Thursday, the CMU Board of Trustees approved a 1.96-percent undergraduate tuition increase for the 2012-13 academic year.
With this increase, CMU will remain the fourth most expensive among public universities in Michigan in terms of tuition rates, behind Michigan Technological University, University of Michigan-Ann Arbor and Michigan State University.
The 1.96-percent increase translates to an increase of $7 per undergraduate credit hour. Out-of-state students will pay $789 per credit hour.
“We’ve looked forward beyond just the immediate year,” said Vice President of Finances and Administrative Services David Burdette. “These numbers reflect that.”
Last year, CMU had the lowest increase among the 15 Michigan public universities, when tuition was increased for the 2011-12 academic year by 3.47 percent, or $12 per credit hour.
In addition to undergraduate tuition rates, graduate tuition rates, ProfEd, renamed at Thursday’s meeting as CMU’s Global Campus and room and board rates were set.
An increase of 1.93 percent was approved for master’s programs, bringing the cost per credit hour to $476. For doctoral programs, a 1.86 percent increase was approved, and the cost will now be $548 per credit hour.
CMU’s Global Campus, the former “ProfEd,” will have a two-percent average increase.
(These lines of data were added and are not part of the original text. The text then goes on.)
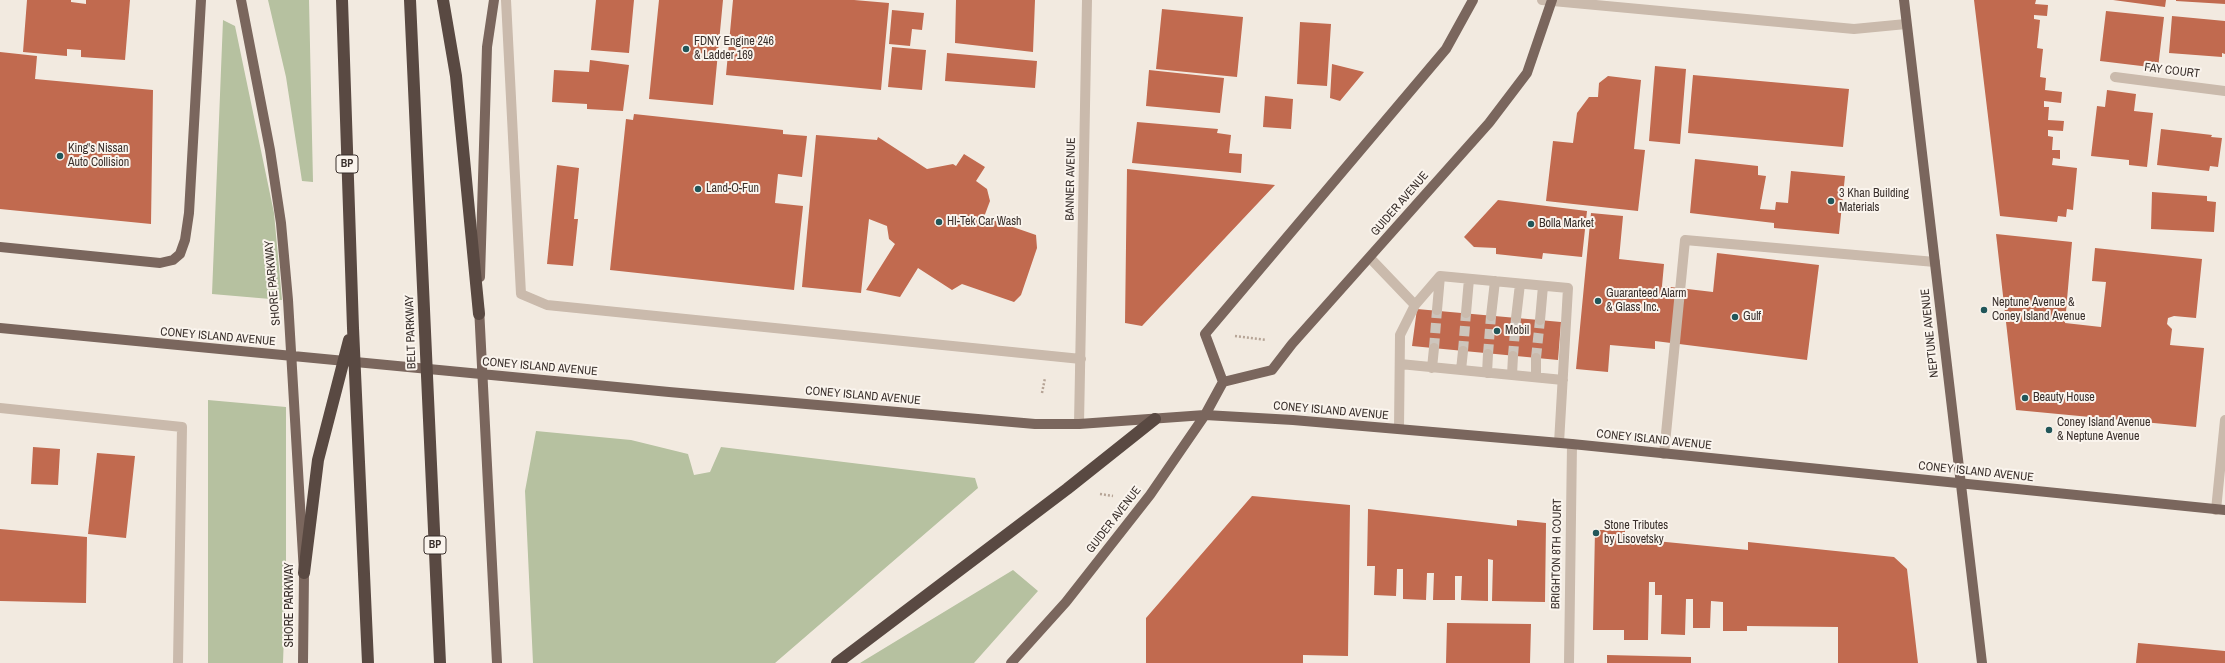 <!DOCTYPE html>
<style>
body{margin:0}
canvas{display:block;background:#f2eae0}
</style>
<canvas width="2225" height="663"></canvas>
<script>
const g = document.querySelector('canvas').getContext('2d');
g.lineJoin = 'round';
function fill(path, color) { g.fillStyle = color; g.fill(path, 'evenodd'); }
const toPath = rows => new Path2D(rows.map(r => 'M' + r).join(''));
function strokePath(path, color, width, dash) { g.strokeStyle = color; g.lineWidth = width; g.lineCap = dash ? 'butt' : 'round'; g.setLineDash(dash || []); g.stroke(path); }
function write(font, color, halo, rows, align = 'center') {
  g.font = font + ' "Archivo Narrow",sans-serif'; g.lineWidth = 4; g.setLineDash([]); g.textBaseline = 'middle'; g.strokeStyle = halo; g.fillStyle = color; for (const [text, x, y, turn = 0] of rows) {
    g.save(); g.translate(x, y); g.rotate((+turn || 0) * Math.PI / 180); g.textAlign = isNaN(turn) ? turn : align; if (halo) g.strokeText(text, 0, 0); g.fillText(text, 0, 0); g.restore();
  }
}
const green = toPath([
 [268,0,309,0,313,182,302,181,286,77],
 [223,20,235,26,274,213,282,300,212,294],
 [208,400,286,407,286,577,283,663,208,663],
 [536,431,631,440,688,454,694,475,710,472,721,447,975,478,978,488,775,663,533,663,525,491],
 [1013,570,1038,591,974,663,860,663]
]);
const building = toPath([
 [27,0,71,0,71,2,86,4,86,0,130,0,125,60,81,57,81,50,67,49,67,56,23,52],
 [596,0,634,0,629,53,591,50],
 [659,0,723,0,713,105,649,99],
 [733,0,854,0,889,3,881,90,726,75],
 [956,0,1035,0,1033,52,955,43],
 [1974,0,2036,0,2035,4,2048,5,2047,16,2034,15,2034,19,2040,20,2037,48,2043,49,2040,77,2046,78,2045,90,2062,92,2061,103,2044,101,2044,107,2049,107,2048,120,2064,121,2063,131,2048,130,2048,136,2053,137,2052,150,2060,150,2060,159,2053,158,2052,165,2077,168,2073,210,2067,209,2066,217,2058,216,2057,222,2000,216],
 [2113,0,2166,0,2165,7],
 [2176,0,2225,0,2225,4,2176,1],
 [1162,9,1243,17,1237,77,1156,69],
 [892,10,924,13,922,30,912,29,910,46,889,44],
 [2106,11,2164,17,2158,68,2100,61],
 [2172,16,2225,21,2225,54,2222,53,2222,57,2169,53],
 [1300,22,1331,24,1327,86,1297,84],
 [892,47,926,50,922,90,888,87],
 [0,52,37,56,35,79,153,90,151,224,0,209],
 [947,53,1037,61,1035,88,945,81],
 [590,60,629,65,623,111,587,109,587,104,552,102,554,70,589,72],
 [1332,64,1364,72,1340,101,1330,98],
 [1655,66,1686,69,1680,144,1649,141],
 [1149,70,1224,78,1220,113,1146,106],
 [1693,75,1849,89,1843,147,1688,133],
 [1608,76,1641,80,1634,149,1645,150,1638,211,1546,201,1553,141,1573,143,1577,113,1589,97,1598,97,1599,83],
 [2107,90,2136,94,2134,111,2153,113,2147,167,2129,165,2129,160,2091,156,2097,106,2105,107],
 [1265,96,1293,99,1291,129,1263,127],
 [634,114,783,130,783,134,807,136,802,177,778,174,775,203,803,206,794,290,610,270,626,119,633,120],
 [1137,122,1218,129,1217,133,1231,135,1229,153,1242,154,1241,173,1132,163],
 [2161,129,2212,135,2211,137,2222,138,2218,167,2210,166,2209,171,2157,165],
 [816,135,877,140,878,137,927,169,953,164,956,166,964,154,985,167,976,181,987,189,990,201,984,217,1036,235,1037,248,1021,295,1014,302,962,284,952,290,918,268,900,297,866,290,895,244,889,239,887,226,869,219,861,293,802,287],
 [1695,159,1758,166,1758,175,1766,176,1760,209,1775,210,1776,202,1788,203,1791,171,1845,176,1839,234,1774,228,1774,223,1690,213],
 [557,165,579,168,574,219,578,219,573,266,547,264],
 [1127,169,1275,185,1142,326,1125,323],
 [2152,192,2207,196,2207,201,2216,202,2214,232,2151,229],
 [1498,200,1587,211,1582,257,1543,253,1542,259,1496,254,1496,248,1474,247,1464,237],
 [1591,213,1623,216,1619,259,1664,264,1662,286,1713,292,1717,253,1819,265,1807,360,1655,341,1655,349,1610,345,1608,372,1576,369],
 [1996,234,2072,242,2065,323,2101,327,2106,282,2092,281,2095,248,2202,259,2196,318,2174,316,2168,318,2167,324,2172,329,2170,345,2204,348,2196,427,2016,410],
 [1417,309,1561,322,1558,360,1412,346],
 [33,447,60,449,58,485,31,484],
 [97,453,135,456,126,538,88,534],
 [1252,496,1350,505,1348,656,1303,655,1303,663,1146,663,1146,618],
 [1368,509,1517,526,1517,520,1546,523,1545,602,1492,601,1493,560,1488,559,1488,601,1461,600,1462,576,1455,576,1455,600,1433,600,1434,573,1427,573,1426,600,1403,599,1403,569,1397,569,1396,596,1374,595,1375,566,1367,566],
 [0,529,87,537,86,603,0,601],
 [1595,530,1625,530,1625,538,1748,550,1748,542,1894,557,1907,569,1918,663,1838,663,1838,627,1747,626,1747,631,1723,631,1723,602,1711,601,1710,628,1693,628,1693,599,1686,599,1685,635,1661,634,1662,595,1655,595,1655,582,1649,582,1648,640,1624,640,1624,630,1593,630],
 [1447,623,1531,624,1530,663,1446,663],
 [2138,643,2225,651,2225,663,2136,663],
 [1607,655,1691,657,1691,663,1607,663]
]);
const minorTunnel = toPath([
 [1434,348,1437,310],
 [1463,351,1466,313],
 [1488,354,1491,316],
 [1513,356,1516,318],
 [1536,358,1540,320]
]);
const path = toPath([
 [1235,336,1266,340],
 [1042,393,1045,378],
 [1100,494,1113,496]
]);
const minor = toPath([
 [506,0,521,294,547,305,1081,359],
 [1542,0,1854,29,1906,24],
 [2115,77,2225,91],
 [1370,258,1415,305],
 [1440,276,1568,288,1559,443],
 [1437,310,1440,276],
 [1466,313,1469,279],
 [1491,316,1495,281],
 [1516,318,1520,284],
 [1540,320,1543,286],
 [1400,364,1563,380],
 [1432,368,1434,348],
 [1461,370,1463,351],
 [1487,373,1488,354],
 [1512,375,1513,356],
 [1536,377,1536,358],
 [0,408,182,427,178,663],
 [1079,424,1087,0],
 [1399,429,1400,335,1415,305,1440,276],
 [1664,454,1685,240,1935,262],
 [2216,510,2225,420],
 [1569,663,1572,444]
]);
const major = toPath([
 [241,0,270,150,281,223,288,300,304,573,303,663],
 [1904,0,1982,663],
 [0,247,160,263,173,260,180,254,185,240,189,213,201,0],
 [480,277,487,47,494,0],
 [479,307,497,663],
 [0,328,669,392,1035,424,1079,424,1205,415,1293,420,1572,444,2225,510],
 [1223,382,1205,334,1446,49,1473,0],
 [1011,663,1066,602,1150,495,1205,415,1223,382,1272,370,1292,344,1489,123,1527,73,1552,0]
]);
const highway = toPath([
 [342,0,353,328,368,663],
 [410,0,440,663],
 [443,0,456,76,479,314],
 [304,573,318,460,349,340],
 [837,663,1067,489,1155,419]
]);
const markers = [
 [686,49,4,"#215659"],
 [60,156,4,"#215659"],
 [698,189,4,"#215659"],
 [1831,201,4,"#215659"],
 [939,222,4,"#215659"],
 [1531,224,4,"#215659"],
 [1598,301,4,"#215659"],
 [1984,310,4,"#215659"],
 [1735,317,4,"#215659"],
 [1497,331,4,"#215659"],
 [2025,398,4,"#215659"],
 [2049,430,4,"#215659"],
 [1596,533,4,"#215659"]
];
const shields = [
 [347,164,22],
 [435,545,22]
];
const shieldNames = [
 ["BP",347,164],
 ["BP",435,545]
];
const poiNames = [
 ["FDNY Engine 246",694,42],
 ["& Ladder 169",694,56],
 ["King's Nissan",68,149],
 ["Auto Collision",68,163],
 ["Land-O-Fun",706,189],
 ["3 Khan Building",1839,194],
 ["Materials",1839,208],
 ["HI-Tek Car Wash",947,222],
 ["Bolla Market",1539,224],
 ["Guaranteed Alarm",1606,294],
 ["& Glass Inc.",1606,308],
 ["Neptune Avenue &",1992,303],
 ["Coney Island Avenue",1992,317],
 ["Gulf",1743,317],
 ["Mobil",1505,331],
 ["Beauty House",2033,398],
 ["Coney Island Avenue",2057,423],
 ["& Neptune Avenue",2057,437],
 ["Stone Tributes",1604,526],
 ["by Lisovetsky",1604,540]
];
const streetNames = [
 ["FAY COURT",2172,71,7],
 ["BANNER AVENUE",1071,179,-89],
 ["GUIDER AVENUE",1400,204,-49],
 ["SHORE PARKWAY",273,283,-95],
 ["BELT PARKWAY",411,332,-92],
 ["NEPTUNE AVENUE",1930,333,-96],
 ["CONEY ISLAND AVENUE",218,337,5],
 ["CONEY ISLAND AVENUE",540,367,5],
 ["CONEY ISLAND AVENUE",863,396,5],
 ["CONEY ISLAND AVENUE",1331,411,5],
 ["CONEY ISLAND AVENUE",1654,440,6],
 ["CONEY ISLAND AVENUE",1976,472,6],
 ["GUIDER AVENUE",1114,520,-52],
 ["BRIGHTON 8TH COURT",1557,554,-89],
 ["SHORE PARKWAY",290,605,-90]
];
fill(green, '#b6c1a0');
fill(building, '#c16a4f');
strokePath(minorTunnel, '#cdc5bc', 10, [10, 5]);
strokePath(path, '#b6a496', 2.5, [2, 2]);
strokePath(minor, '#cabaac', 10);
strokePath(major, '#7a665d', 10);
strokePath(highway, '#594942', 12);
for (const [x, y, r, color] of markers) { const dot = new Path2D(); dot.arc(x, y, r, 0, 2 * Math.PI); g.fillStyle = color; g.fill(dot); strokePath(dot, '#faf4ed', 1.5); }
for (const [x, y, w] of shields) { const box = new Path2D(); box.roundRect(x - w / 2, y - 9, w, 18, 3); g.fillStyle = '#faf4ed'; g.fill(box); strokePath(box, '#392f2b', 1); }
write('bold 11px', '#392f2b', null, shieldNames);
write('12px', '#392f2b', '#faf4ed', poiNames, 'left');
write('12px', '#392f2b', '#faf4ed', streetNames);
</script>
Room and board rates will also increase two percent, but CMU will remain ranked sixth among the 15 public universities in Michigan. Cost of room and board will be $8,376 with a unlimited meal plan.
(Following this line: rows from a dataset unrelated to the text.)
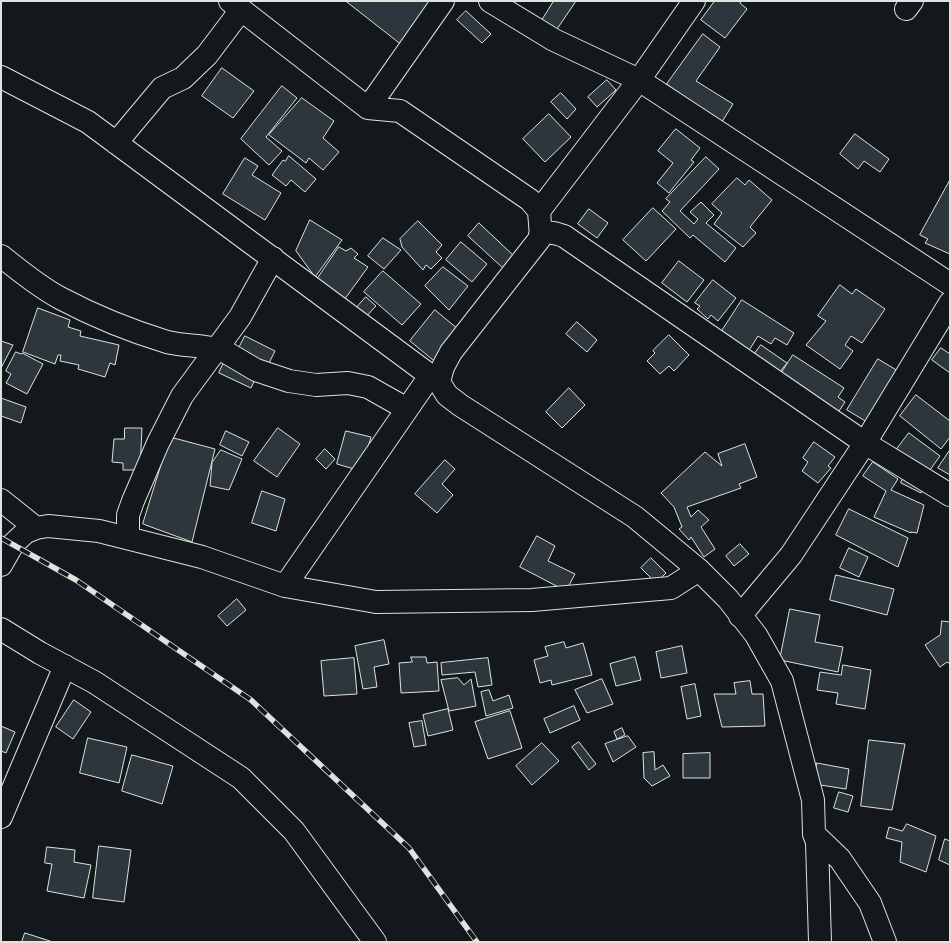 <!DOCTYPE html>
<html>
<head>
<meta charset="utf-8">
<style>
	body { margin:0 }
	#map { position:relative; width:951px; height:943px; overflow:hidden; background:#14181c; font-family:"Source Sans 3",sans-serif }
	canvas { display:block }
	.frame { position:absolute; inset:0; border:2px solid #d8e6dc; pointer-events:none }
</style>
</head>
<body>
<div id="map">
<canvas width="951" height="943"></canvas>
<div class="frame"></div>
</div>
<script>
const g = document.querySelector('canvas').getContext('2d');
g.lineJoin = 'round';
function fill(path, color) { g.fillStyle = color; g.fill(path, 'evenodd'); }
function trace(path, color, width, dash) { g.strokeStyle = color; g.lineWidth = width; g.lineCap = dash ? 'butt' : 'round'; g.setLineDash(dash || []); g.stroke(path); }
const building = new Path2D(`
	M346,1H440L405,47Z
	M554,1H576L553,35L539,25Z
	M715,1H741L740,3L747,9L725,38L701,20Z
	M466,11L491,34L482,43L457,20Z
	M703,34L720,47L696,81L733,104L720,125L667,84Z
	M222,68L254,91L233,118L202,96Z
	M607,80L616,90L597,107L588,97Z
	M282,86L297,98L266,137L282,151L269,165L241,139Z
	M561,93L576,109L567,119L551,102Z
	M302,98L334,121L323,138L339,152L323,170L309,158L306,163L269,135Z
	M549,114L571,137L545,162L523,139Z
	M676,129L700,148L691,160L694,162L669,193L657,183L673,163L658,151Z
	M855,134L889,159L880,172L864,161L858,169L840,154Z
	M289,156L316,179L305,192L291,180L286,186L272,175L283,160L285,161Z
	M706,157L719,169L680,211L694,224L698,219L690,212L701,202L714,215L706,223L736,248L725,262L693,235L690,238L662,211L670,202L666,199Z
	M245,158L258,166L252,175L281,193L265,220L223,194Z
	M737,178L745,185L749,180L772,200L750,227L756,233L743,247L714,224L722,213L712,204Z
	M950,180V254L925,243L928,239L920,235Z
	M653,208L676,229L646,261L623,240Z
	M589,209L608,223L597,238L578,224Z
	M310,220L342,240L315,277L296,251Z
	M418,221L442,245L436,252L442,258L431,269L426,265L423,270L402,247L400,239Z
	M479,223L515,257L504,269L468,236Z
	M383,238L401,250L384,269L368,256Z
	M461,242L487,264L472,282L446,260Z
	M339,247L346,251L351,248L358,254L354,258L368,267L344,300L316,281Z
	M679,261L704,280L687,302L662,283Z
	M443,267L468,286L449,310L425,286Z
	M383,271L421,304L402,325L364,292Z
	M713,280L736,298L718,321L711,315L708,319L697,309L700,306L695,303Z
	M840,285L852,294L856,289L885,309L862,343L851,336L845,345L853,351L840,369L806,345L826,321L818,316Z
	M366,297L376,306L360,323L351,314Z
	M742,300L794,333L787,345L775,338L771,344L758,336L748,352L720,334Z
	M38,308L70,320L68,327L81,331L80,336L119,345L115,365L110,363L105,377L78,369L79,365L60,361L61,355H58L55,364L23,352Z
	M435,310L464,334L439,365L410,341Z
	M577,322L597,340L587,352L566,334Z
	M669,335L689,355L674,371L669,366L660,374L647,361L655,353L653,351Z
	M245,336L275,351L265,371L235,356Z
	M1,341L13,345L1,368Z
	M761,345L787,363L776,377L751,359Z
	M941,348L950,354V373L932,360Z
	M16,352L21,354L22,353L43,364L27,394L6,383L11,374L6,371Z
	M793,355L844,388L838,397L845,402L837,414L779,377Z
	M227,356L257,375L251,388L219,373Z
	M878,359L903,374L872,425L847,410Z
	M569,388L585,405L562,428L546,412Z
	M916,395L950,421V437L941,449L900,416Z
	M1,398L26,407L21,423L1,416Z
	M125,428H142L140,470H123V463L112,462L114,439H124Z
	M278,428L300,444L277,477L254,461Z
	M226,431L249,442L242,456L220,445Z
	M346,431L371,437L361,471L337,464Z
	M909,433L940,456L925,477L894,453Z
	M170,437L215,449L192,542L143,524Z
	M814,442L835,457L828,466L831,468L818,483L802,471L808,462L803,458Z
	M745,444L757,477L739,484L741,488L687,507L691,517L698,510L709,520L701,527L715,549L704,557L691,537L689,540L679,529L682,527L674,507L661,493L705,452L722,466L718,454Z
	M325,449L335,459L326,469L316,459Z
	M221,450L242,459L229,490L210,486L212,463Z
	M950,450V475L938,468Z
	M445,460L455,469L442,484L453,495L437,513L415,494Z
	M873,462L898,479L891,490L924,505L917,533L911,532V533L874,517L886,491L863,476Z
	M904,476L924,486L921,493L901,483Z
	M262,491L285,499L276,531L252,523Z
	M849,509L908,538L898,567L836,535Z
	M537,536L555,546L548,561L575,574L566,591L520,567Z
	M740,544L749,554L734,566L726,556Z
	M849,548L868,557L859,577L840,568Z
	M651,558L666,573L656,583L641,568Z
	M836,575L894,589L887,615L830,600Z
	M237,599L246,610L227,626L218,616Z
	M790,609L820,615L815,642L843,647L838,672L780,660Z
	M942,621L950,622V664L947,662L940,667L925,645L940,635Z
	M384,640L389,664L374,667L377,687L363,689L355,646Z
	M564,642L566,648L583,643L592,675L552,685L551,680L540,683L534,660L548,656L545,647Z
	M682,646L687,673L661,678L656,652Z
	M411,657H426L427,663L437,662L439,691L401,693L399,663L412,662Z
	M635,657L641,680L616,686L610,664Z
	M354,658L357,694L324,696L321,661Z
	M488,658L492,685L478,687L475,672L442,675L441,663Z
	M843,665L871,670L865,709L836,704L838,693L817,690L820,672L841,675Z
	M458,678L464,685L471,679L476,706L449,711L441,680Z
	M602,679L613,704L587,713L575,690Z
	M750,681L752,694H763L765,726L722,727L714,694H736L734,683Z
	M695,684L701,716L687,719L681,687Z
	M489,690L493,701L509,695L513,708L486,716L481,692Z
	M74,700L91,712L73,739L56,727Z
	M574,706L580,720L550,733L544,719Z
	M448,709L453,730L428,736L423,715Z
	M510,711L522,748L488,759L475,722Z
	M422,721L426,745L414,747L409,723Z
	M1,726L15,732L6,753L1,751Z
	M622,728L625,735L617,739L614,732Z
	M628,736L636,747L613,762L605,744Z
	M88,738L127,747L119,783L80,773Z
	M869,740L905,744L892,810L861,806Z
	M579,742L596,764L589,770L572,747Z
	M542,743L559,761L532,785L516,766Z
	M654,752L655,770L663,765L670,776L652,786L644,778L643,753Z
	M710,753V778H683V754Z
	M132,755L173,766L162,804L122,791Z
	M817,763L849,769L846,789L814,784Z
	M839,792L853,796L848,812L834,808Z
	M907,824L936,836L926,872L900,862L902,842L886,838L889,827L902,831Z
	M945,839L950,841V865L939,860Z
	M99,846L131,850L124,902L93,898Z
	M47,847L75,850L74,862L91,865L84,898L47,891L52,864L45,863Z
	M25,933L53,942H22Z`);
fill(building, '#2c363c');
trace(building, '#d8e6dc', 1);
const minor = new Path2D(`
	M230,1L368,108L400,111L530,200L539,211L541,237L451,352L443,367L439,382L447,395L460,405L635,517L699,570L728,599L756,635L782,681L813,800L814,834L817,842L820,942
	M490,1L554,40L639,80L950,284
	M906,9L912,1
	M1,77L88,122L439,382
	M368,108L443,1
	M116,143L162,88L183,78L207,55L241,10
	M539,211L639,80L694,1
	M540,235C550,231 554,233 564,236L865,443L950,495
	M1,256C20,271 39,287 60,298C94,316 131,331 167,342C183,346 200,345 216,349
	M217,347L256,370L289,381L316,385L348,383L368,387L407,409
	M1,500L36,528
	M128,538V515L133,501L158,443L182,396L240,317L273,258
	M1,565L13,544L26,532L36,528L48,526L99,531L202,557L285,586L376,602L532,600L671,588L699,570
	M285,586L430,376
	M740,616L791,555L865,443L950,303
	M1,629L40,653L94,682L241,778L294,831L375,942
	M1,817L65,666
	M814,834L840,859L870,903L885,942`);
trace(minor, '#d8e6dc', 24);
trace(minor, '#14181c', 22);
const rail = new Path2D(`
	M1,538L76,580L251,700L409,848L477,942`);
trace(rail, '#d8e6dc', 5.5);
trace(rail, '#14181c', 4, [11]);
</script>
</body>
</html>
Provost Gary Shapiro said the cost of CMU’s Global Campus remains competitive with on-campus programs.
“We want Global Campus courses to be roughly the same price as on-campus course so there’s no incentive to take a course on a specific campus due to price,” Shapiro said. “Right now, rates are close, and we don’t want to change that.”
University President George Ross said tuition increases remain low because of sacrifices made by university faculty and staff members.
“Our tuition rates over the last three years have been very modest. Our faculty and staff have made compromises like taking a year and a half, even two-year pay freezes,” he said. “That is why we can be so modest today.”
Trustee Robert F. Wardrop II asked why a 0-percent increase wasn’t an option.
“We do have certain costs we have to cover, so a 0-percent increase isn’t realistic,” Burdette said. “We thought four percent would be unfair to students and their parents. Therefore, two percent seems the appropriate number for students and their parents next year.”
With the tuition increase, 58.63 percent of CMU’s total revenue will come from student tuition and fees. An estimated 15.94 percent will come from state appropriations.
If state appropriations don’t meet expectations, Ross said adjustments will be made as necessary.
“If we don’t get the appropriations we are expecting, we’ll make adjustments as necessary,” he said. “It will not impact any student or academic program on campus.”